◆ Required action: Both the line below containing "M1765 110 1830 124 1780 214 1710 198Z" and the line containing "M539 268 702", along with every line between them, should be repeated exactly; no other line belongs in the answer.

◆ Provided records:

·····

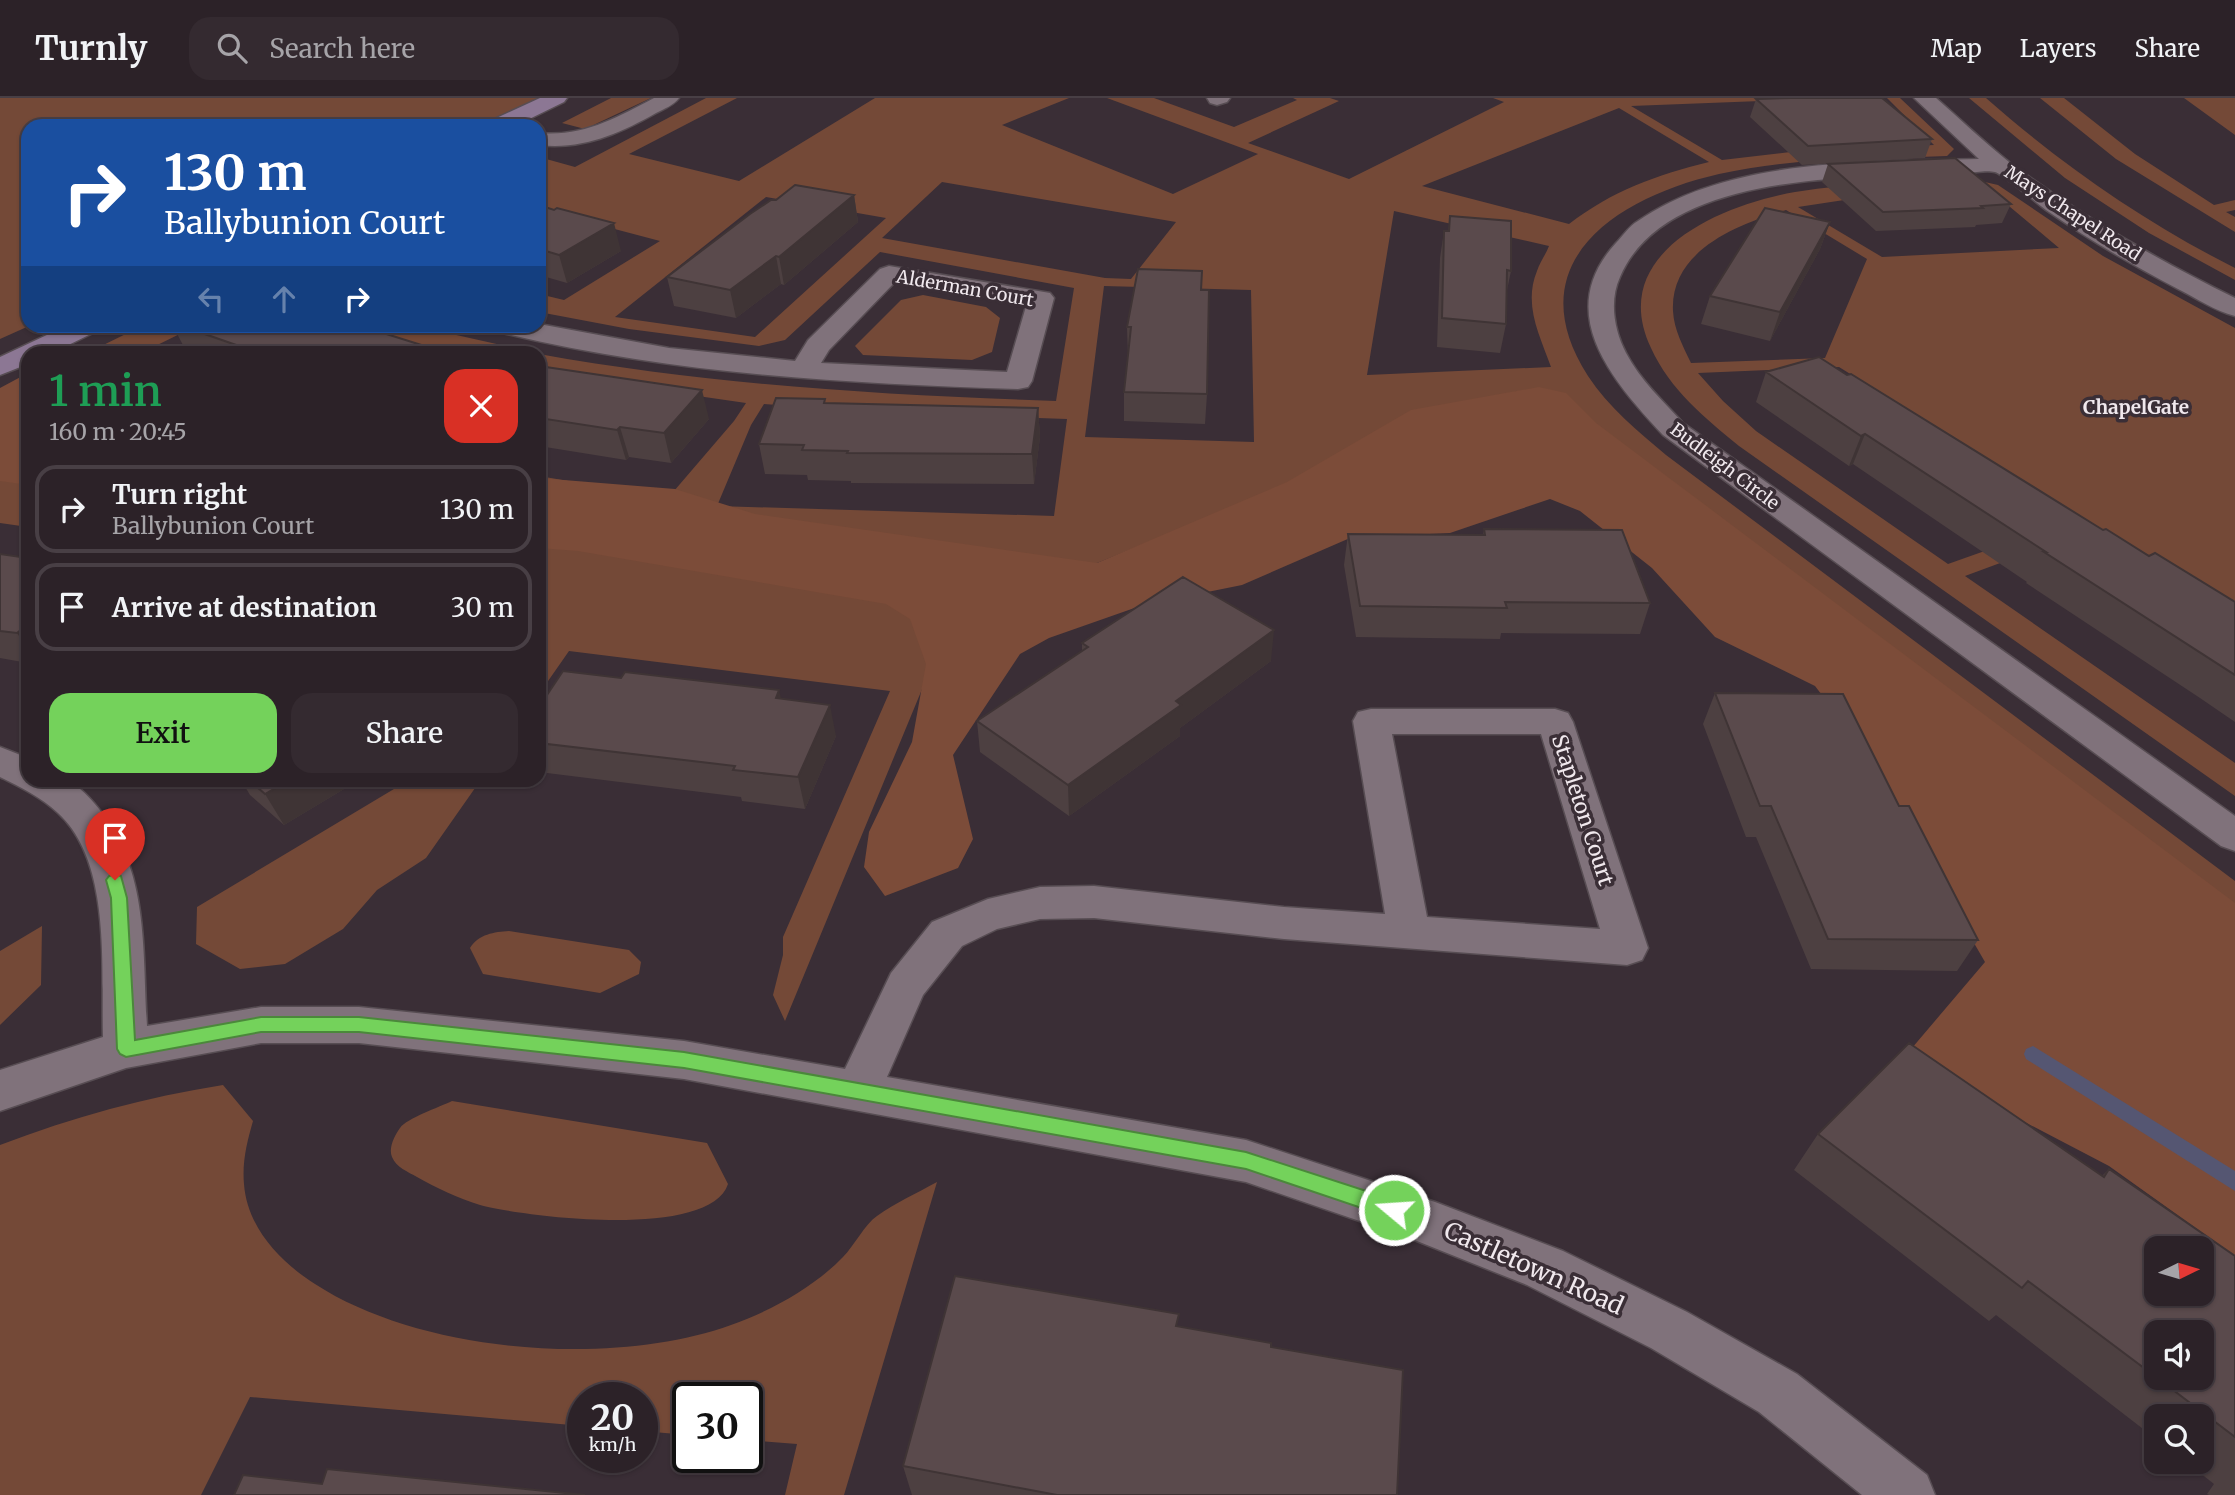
<!DOCTYPE html>
<meta charset="utf-8">
<style>
:root{--surface:#2c2228;--page:#342a30;--text:#f1f3f6;--muted:#a6a4a8;--line:#483f45;--accent:#74d25b}
body{margin:0;font-family:Merriweather,serif;background:var(--page);color:var(--text);height:100vh;display:flex;flex-direction:column;font-size:26px;white-space:nowrap}
*{box-sizing:border-box;margin:0}
p{font-size:23px;color:var(--muted)}
.icon{flex:none;width:38px;height:38px;fill:none;stroke:currentColor;stroke-width:2;stroke-linecap:round;stroke-linejoin:round}
.map{position:relative;flex:1;overflow:hidden}
.panel{position:absolute;left:21px;top:248px;width:525px;height:441px;display:flex;flex-direction:column;background:var(--surface);border-radius:21px;box-shadow:0 2px 5px #0004,0 0 0 2px var(--line)}
.panel>*{flex:none}
.top-card{position:absolute;left:21px;top:21px;width:525px;height:214px;border-radius:21px;box-shadow:0 2px 5px #0004,0 0 0 2px var(--line);background:#1a4fa0;color:#fff;overflow:hidden}
.needle{width:46px;rotate:85deg}
.fabs{position:absolute;left:2144px;top:1138px;display:grid;gap:14px}
.fabs a{display:grid;place-items:center;width:70px;height:70px;border-radius:14px;background:var(--surface);box-shadow:0 2px 5px #0004,0 0 0 2px var(--line);font-size:35px}
.speed{position:absolute;left:567px;top:1284px;display:flex;gap:14px;font-size:35px;font-weight:700;text-align:center}
.speed>*{display:grid;place-content:center;width:91px;height:91px;border-radius:50%;background:var(--surface);box-shadow:0 2px 5px #0004,0 0 0 2px var(--line);line-height:1}
.speed small{font-size:18px;font-weight:400}
.speed .limit{border:4px solid #111;border-radius:10px;background:#fff;color:#111}
.pin{position:absolute;display:grid;place-items:center;width:60px;height:60px;color:#fff;margin:-72px -30px;border-radius:50% 50% 50% 0;rotate:-45deg;box-shadow:0 0 7px #0007}
.pin .icon{rotate:45deg}
.me{position:absolute;width:77px;margin:-38px;rotate:288deg;stroke-linejoin:round;filter:drop-shadow(0 0 5px #0008)}
.turn{display:flex;align-items:center;gap:24px;height:147px;padding:0 28px;font-size:32px}
.turn .icon{width:91px;height:91px;stroke-width:2.5}
.turn b{display:block;font-size:49px;line-height:60px}
.lanes{display:flex;align-items:center;height:66px;padding:0 28px;background:#0003;justify-content:center;gap:35px;direction:ltr}
.lanes .off{opacity:.35}
.round{display:grid;place-items:center;flex:none;width:74px;height:74px;border-radius:21px;background:var(--page)}
.head{display:flex;align-items:center;justify-content:space-between;height:119px;padding:0 28px}
h1{font-size:42px;font-weight:600;line-height:52px;color:#1e9e55}
.primary-button{display:flex;gap:14px;margin-top:auto;padding:14px 28px}
.primary-button a{flex:1;height:80px;border-radius:21px;background:var(--accent);color:#111;font-size:28px;font-weight:600;line-height:80px;text-align:center}
.primary-button a+a{background:var(--page);color:var(--text)}
ul{padding:0;list-style:none}
li{display:flex;align-items:center;gap:21px;height:88px;margin:0 14px 10px;padding:0 14px;border:4px solid var(--line);border-radius:21px}
li div{flex:1}
li b{display:block;font-size:26px}
li em{font-style:normal}
header{display:flex;align-items:center;gap:42px;box-sizing:border-box;height:98px;padding:0 35px;background:var(--surface);border-bottom:2px solid var(--line)}
header strong{font-size:33px}
nav{display:flex;gap:38px;margin-inline-start:auto;font-size:24px}
.search{width:490px;height:63px;background:var(--page);display:flex;align-items:center;gap:18px;box-sizing:border-box;padding:0 24px;border-radius:21px;color:var(--muted);font-size:26px}
.map>svg:first-child{display:block}
.green{fill:#744937;fill-rule:evenodd}
.forest{fill:#7c4c39}
.lines{fill:none;stroke-linecap:round;stroke-linejoin:round}
.stream{fill:#555672;fill-rule:evenodd}
.street-casing{stroke:#574d53;stroke-width:3}
.secondary-casing{stroke:#574d53;stroke-width:3}
.street{fill:#80727b;fill-rule:evenodd}
.secondary{fill:#8c7794;fill-rule:evenodd}
.wall{fill:#4d4041}
.shaded-wall{fill:#3f3435}
.building{fill:#5a4a4c;stroke:#3f3435;stroke-width:2;fill-rule:evenodd}
.route{fill:#74d25b;stroke:#4b883b;stroke-width:2}
.labels{text-anchor:middle;dominant-baseline:central;stroke-width:7;stroke-linejoin:round;paint-order:stroke}
.far-street-label{font-size:18px;fill:#f0e8ed;stroke:#3a2e36}
.far-neighbourhood-label{font-size:19px;font-weight:bold;fill:#f0e8ed;stroke:#3a2e36}
.street-label{font-size:21px;fill:#f0e8ed;stroke:#3a2e36}
.near-street-label{font-size:24px;fill:#f0e8ed;stroke:#3a2e36}
</style>
<header>
<strong>Turnly</strong>
<div class="search"><svg class="icon" aria-label="search" viewBox="0 0 24 24"><circle cx="10" cy="10" r="6"/><path d="M15 15l6 6"/></svg>Search here</div>
<nav><a>Map</a><a>Layers</a><a>Share</a></nav>
</header>
<div class="map">
<svg width="2235" height="1397" viewBox="0 0 2235 1397">
<rect width="100%" height="100%" fill="#3a2e36"/>
<path class="green" d="M0 0H542L483 28H28L29 228 0 241Z
M611 0H651L585 31 562 25Z
M706 0H737L629 56 739 83 875 0H1069L1002 27 1173 96 1258 56 1107 0H1154L1234 29 1297 2 1293 0H1330L1339 3 1248 45 1349 81 1504 4 1493 0H1840L1631 8 1722 62 1799 53 1934 47 1887 0H1900L1954 51 1947 58C1871 61 1794 59 1719 76 1618 99 1515 164 1588 278 1608 309 1638 333 1666 357L2235 783V848L1517 293 1014 499 963 492 785 923 773 897 783 857V839L890 593 569 553 539 596V378L668 400 734 323 746 305 539 275V256C711 287 882 297 1056 303L1074 190 880 154 785 242 759 248 629 231 539 214V196L564 202 660 143 539 111V59L575 69ZM1619 10 1709 64C1656 77 1612 93 1569 126L1422 88ZM942 84 1176 124 1131 181 1105 180 882 140ZM766 99 886 120 755 239 615 219ZM1394 113 1549 148C1546 156 1540 164 1537 173 1523 207 1540 238 1551 269L1367 277ZM1104 188 1251 192 1254 344 1085 339ZM764 306 872 314 1067 321 1054 418 717 408 751 327Z
M1969 0H1986C2062 67 2144 124 2235 170V182L2149 135 2065 80Z
M2040 0H2064L2135 56 2214 107 2235 102V112L2226 114 2235 119V134L2116 61Z
M2184 0H2235V37Z
M1976 82 1998 87 2103 158 2235 230V515L2097 429 1965 478 2235 665V698L1739 348C1705 320 1670 292 1651 250 1606 155 1721 107 1795 94 1854 84 1916 85 1976 82ZM1991 93 2059 150 1882 159 1798 109 1864 99ZM1786 112 1867 161 1825 260 1691 265C1683 248 1674 232 1673 213 1670 152 1739 126 1786 112ZM1839 269 2080 418V419L1948 466 1756 333 1723 303 1698 275Z
M923 197 986 209 1000 220 992 254 972 262 863 257 855 248 901 202Z
M142 228H196L141 255 85 256Z
M348 228H416L537 255H449Z
M28 284V429L0 425V297Z
M409 682 480 683 426 760 377 792 343 831 285 866 240 871 196 846 197 809Z
M42 828 41 887 0 927V853Z
M509 833 629 852 641 864 639 876 600 895 483 876 470 850C479 836 494 834 509 833Z
M223 987 253 1023C247 1044 242 1064 244 1086 247 1129 280 1164 315 1186 421 1255 612 1270 731 1227 771 1213 814 1189 843 1159 854 1148 865 1126 877 1118 895 1105 917 1095 937 1084L844 1397H785L797 1346 747 1342V1300H688V1337L642 1333V1300H583V1328L250 1299 201 1397H0V1047C73 1019 146 999 223 987Z
M452 1003 707 1045 728 1086C710 1142 524 1119 480 1107 458 1100 436 1090 417 1079 408 1074 396 1069 392 1059 388 1050 395 1037 400 1030 407 1020 440 1009 452 1003Z"/>
<path class="forest" d="M28 275V387L0 383V290Z
M1539 289 1566 295 1596 325 2235 805V1158L2109 1068 1946 983 1895 970 1985 864 1855 640 1815 588 1715 539 1652 470 1580 413 1550 401 1450 435 1350 440 1242 487 1143 507 1049 540 1020 556 953 657 973 741 958 770 885 798 864 769 869 734 912 644 926 566 910 521 886 506 578 453 539 450V380L675 391 755 416 1097 465 1287 384 1411 312Z"/>
<g class="lines">
<path class="stream" d="M2033 948 2235 1073V1093L2026 961 2024 956 2026 951Z"/>
<g class="street-casing">
<path id="street" d="M654 0H679C674 7 664 11 656 15 619 36 582 52 539 47V35C583 39 616 20 654 0Z
M1207 0H1230L1227 4 1217 7 1210 5Z
M1914 0H1936C1960 21 1984 44 2009 64 2079 117 2156 161 2235 200V218C2215 213 2196 200 2178 191 2132 167 2088 141 2046 112 2035 104 2005 77 1995 74 1988 72 1975 74 1968 75 1938 76 1908 76 1878 78 1795 82 1657 91 1620 179 1609 203 1614 232 1626 255 1640 282 1663 303 1683 325L2235 718V753L2221 748 1663 337C1613 283 1552 215 1616 145 1623 138 1629 128 1638 123 1730 59 1871 64 1979 61Z
M889 168 1050 195 1054 200 1032 283 1028 289 1018 291C844 285 669 276 499 234L495 228 539 226 669 250 795 263 808 242 880 171ZM895 184 1027 205 1007 274 821 265 829 252Z
M1371 611H1555L1568 615 1573 624 1648 850 1642 862 1627 867 1284 841 1094 820 1040 821 997 831 962 848 923 897 887 979 1246 1042 1435 1104 1563 1153 1687 1214 1797 1276 1927 1377 1935 1397H1862L1759 1314 1651 1250 1527 1187 1412 1141 1246 1084 684 981 359 945H261L126 970 0 1013V972L103 939C101 871 112 764 58 715 41 699 20 689 0 679V649L28 660V682C39 682 54 680 65 682 76 685 87 697 94 705 150 769 142 849 147 928L261 909H359L684 943 845 971 891 875 932 824 988 801 1040 789 1094 788 1284 809 1385 816 1353 623 1358 614ZM1392 636H1541L1600 831 1427 819Z"/>
</g>
<g class="secondary-casing">
<path id="secondary" d="M540 0H567L564 4 515 28H487L490 23Z
M66 228H99L95 234 50 256H28V266L0 277V259Z"/>
</g>
<use href="#street" class="street"/>
<use href="#secondary" class="secondary"/>
</g>
<path class="wall" d="M1756 1 1932 41 1925 60 1802 67 1750 19Z
M1828 66 2011 106 2002 125 1976 127 1975 129 1876 133 1822 84Z
M854 97 858 124 784 187 781 186 736 220 674 208 667 179 776 102Z
M539 107 621 153 567 185 539 177Z
M1450 118 1511 173 1506 197V226L1500 255 1437 249 1440 160 1444 133H1448Z
M1830 124 1820 151 1770 243 1701 226 1710 198Z
M1201 192 1207 296 1205 326 1124 323V294L1128 258 1127 229Z
M173 228H361L450 256H201L184 249Z
M539 268 709 321 671 365 629 359 626 362 539 348Z
M1766 274 1847 277 2103 432 2235 504V624L2200 600 2026 485 2027 484 1853 366 1849 368 1756 304Z
M825 301V305L1038 310 1040 339 1034 386 851 385V383L808 382 807 377 765 376 759 346Z
M1484 431 1650 505 1640 536 1501 535 1500 541 1356 539 1344 467 1348 436 1483 437Z
M0 456 28 460V565L0 560Z
M1082 545 1271 563 1180 630V638L1069 718 980 654 977 623 1082 553Z
M1715 595 1899 708 1978 842 1957 873 1811 871 1756 739H1746L1703 626Z
M781 601 836 638 805 711 742 703 741 699 539 674V609Z
M241 682H359L284 727 250 697Z
M1818 1036 2102 1078 2109 1071 2235 1158V1397H2209L2207 1396 2214 1386 2185 1363H2202V1318H2156V1341L1996 1217 1989 1223 1794 1072Z
M1178 1228 1271 1249 1397 1397H912L903 1368Z"/>
<path class="shaded-wall" d="M854 97 858 124 784 187 779 159Z
M1830 124 1820 151 1770 243 1780 214Z
M614 125 621 153 567 185 559 157Z
M776 158 781 186 736 220 730 192Z
M702 292 709 321 671 365 664 335Z
M1038 310 1040 339 1034 386 1032 356Z
M620 329 629 359 626 362 617 332Z
M1865 336 1853 366 1849 368 1861 338Z
M28 526V551L17 535Z
M1274 532 1271 563 1180 630V638L1069 718 1068 687 1176 603Z
M779 592 786 623 776 600Z
M830 607 836 638 805 711 798 679Z
M289 682H359L284 727 265 696Z"/>
<path class="building" d="M1791 0H1882L1932 41 1808 48 1756 1Z
M1955 60 2011 106 1981 108 1983 110 1883 114 1828 66Z
M795 87 854 97 779 159 776 158 730 192 667 179 750 116 771 102H776Z
M539 107 554 112 557 110 614 125 559 157 539 151Z
M1765 110 1830 124 1780 214 1710 198Z
M1450 118 1511 123V173L1507 172 1506 226 1442 220 1444 133H1449Z
M1138 171 1202 173 1201 192H1209L1207 296 1124 294 1131 229H1127Z
M189 228H361L450 256H262L196 233 200 231Z
M1819 259 1847 277 1851 276 2103 432 2106 431 2149 458 2155 455 2235 504V577L2044 454H2046L1865 336 1861 338 1766 274Z
M539 268 702 292 664 335 620 329 617 332 539 320Z
M776 300 825 301 824 305 1038 310 1032 356 847 355 848 353 802 352 804 347 759 346Z
M1484 431 1622 432 1650 505 1505 504 1507 510 1360 508 1348 436 1485 437Z
M0 456 28 460V526L17 535 0 533Z
M1183 479 1274 532 1176 603 1181 607 1068 687 977 623 1088 549 1082 545Z
M563 573 621 580 625 574 779 592 776 600 830 607 798 679 733 672 735 668 539 645V609Z
M1715 595 1843 596 1899 708H1909L1978 842 1828 841 1771 708H1760Z
M249 682H289L265 696Z
M1909 945 2104 1079 2109 1071 2235 1158V1339L2156 1279H2202V1234H2156V1279L2028 1183 2022 1190 1818 1036ZM2156 1150H2202V1195H2156Z
M955 1178 1179 1216 1176 1228 1271 1245V1249L1403 1272 1397 1397H1057L903 1368Z
M327 1371 585 1397H234L243 1377 322 1386Z"/>
<path class="route" d="M115 776 121 778 127 800 135 942 261 919H359L684 954 1246 1054 1394 1102 1401 1105 1404 1112 1401 1118 1394 1121 1246 1071 684 970 359 934H261L126 959 120 956 117 951 111 800 106 782 109 778Z"/>
<g class="labels">
<g class="far-street-label">
<text transform="translate(2073 115) rotate(33)">Mays Chapel Road</text>
<text transform="translate(965 190) rotate(10)">Alderman Court</text>
<text transform="translate(1725 368) rotate(37)">Budleigh Circle</text>
</g>
<g class="far-neighbourhood-label">
<text x="2136" y="309">ChapelGate</text>
</g>
<g class="street-label">
<text transform="translate(1583 712) rotate(72)">Stapleton Court</text>
</g>
<g class="near-street-label">
<text transform="translate(1534 1170) rotate(24)">Castletown Road</text>
</g>
</g>
</svg>
<div class="fabs">
<a><svg class="needle" viewBox="-14 -14 28 28"><path d="M0-13l5 13h-10z" fill="#e53935"/><path d="M0 13l5-13h-10z" fill="#a6a4a8"/></svg></a>
<a><svg class="icon" aria-label="sound" viewBox="0 0 24 24"><path d="M4 9h4l5-4v14l-5-4H4zM17 9q2 3 0 6"/></svg></a>
<a><svg class="icon" aria-label="search" viewBox="0 0 24 24"><circle cx="10" cy="10" r="6"/><path d="M15 15l6 6"/></svg></a>
</div>
<div class="speed"><div>20<small>km/h</small></div><div class="limit">30</div></div>
<div class="pin" style="left:115px;top:782px;background:#d93025"><svg class="icon" aria-label="arrive" viewBox="0 0 24 24"><path d="M6 21V4h12l-3 4 3 4H6"/></svg></div>
<svg class="me" style="left:1394px;top:1112px" viewBox="-20 -20 40 40"><circle r="17" fill="#74d25b" stroke="#fff" stroke-width="3"/><path d="M0-11L8 9 0 5-8 9z" fill="#fff"/></svg>
<div class="top-card">
<div class="turn"><svg class="icon" aria-label="right" viewBox="0 0 24 24"><path d="M7 20v-9h11M14 6l5 5-5 5"/></svg><div><b>130 m</b>Ballybunion Court</div></div>
<div class="lanes"><svg class="icon off" aria-label="left" viewBox="0 0 24 24"><path d="M17 20v-9H6M10 6l-5 5 5 5"/></svg><svg class="icon off" aria-label="ahead" viewBox="0 0 24 24"><path d="M12 20V5M6 11l6-6 6 6"/></svg><svg class="icon" aria-label="right" viewBox="0 0 24 24"><path d="M7 20v-9h11M14 6l5 5-5 5"/></svg></div>
</div>
<section class="panel">
<div class="head"><div><h1>1 min</h1><p>160 m · 20:45</p></div><a class="round" style="background:#d93025;color:#fff"><svg class="icon" aria-label="close" viewBox="0 0 24 24"><path d="M6 6l12 12M18 6L6 18"/></svg></a></div>
<ul>
<li><svg class="icon" aria-label="right" viewBox="0 0 24 24"><path d="M7 20v-9h11M14 6l5 5-5 5"/></svg><div><b>Turn right</b><p>Ballybunion Court</p></div><em>130 m</em></li>
<li><svg class="icon" aria-label="arrive" viewBox="0 0 24 24"><path d="M6 21V4h12l-3 4 3 4H6"/></svg><div><b>Arrive at destination</b></div><em>30 m</em></li>
</ul>
<div class="primary-button"><a>Exit</a><a>Share</a></div>
</section>
</div>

·····

◆ Expected answer:
M1765 110 1830 124 1780 214 1710 198Z
M1450 118 1511 123V173L1507 172 1506 226 1442 220 1444 133H1449Z
M1138 171 1202 173 1201 192H1209L1207 296 1124 294 1131 229H1127Z
M189 228H361L450 256H262L196 233 200 231Z
M1819 259 1847 277 1851 276 2103 432 2106 431 2149 458 2155 455 2235 504V577L2044 454H2046L1865 336 1861 338 1766 274Z
M539 268 702 292 664 335 620 329 617 332 539 320Z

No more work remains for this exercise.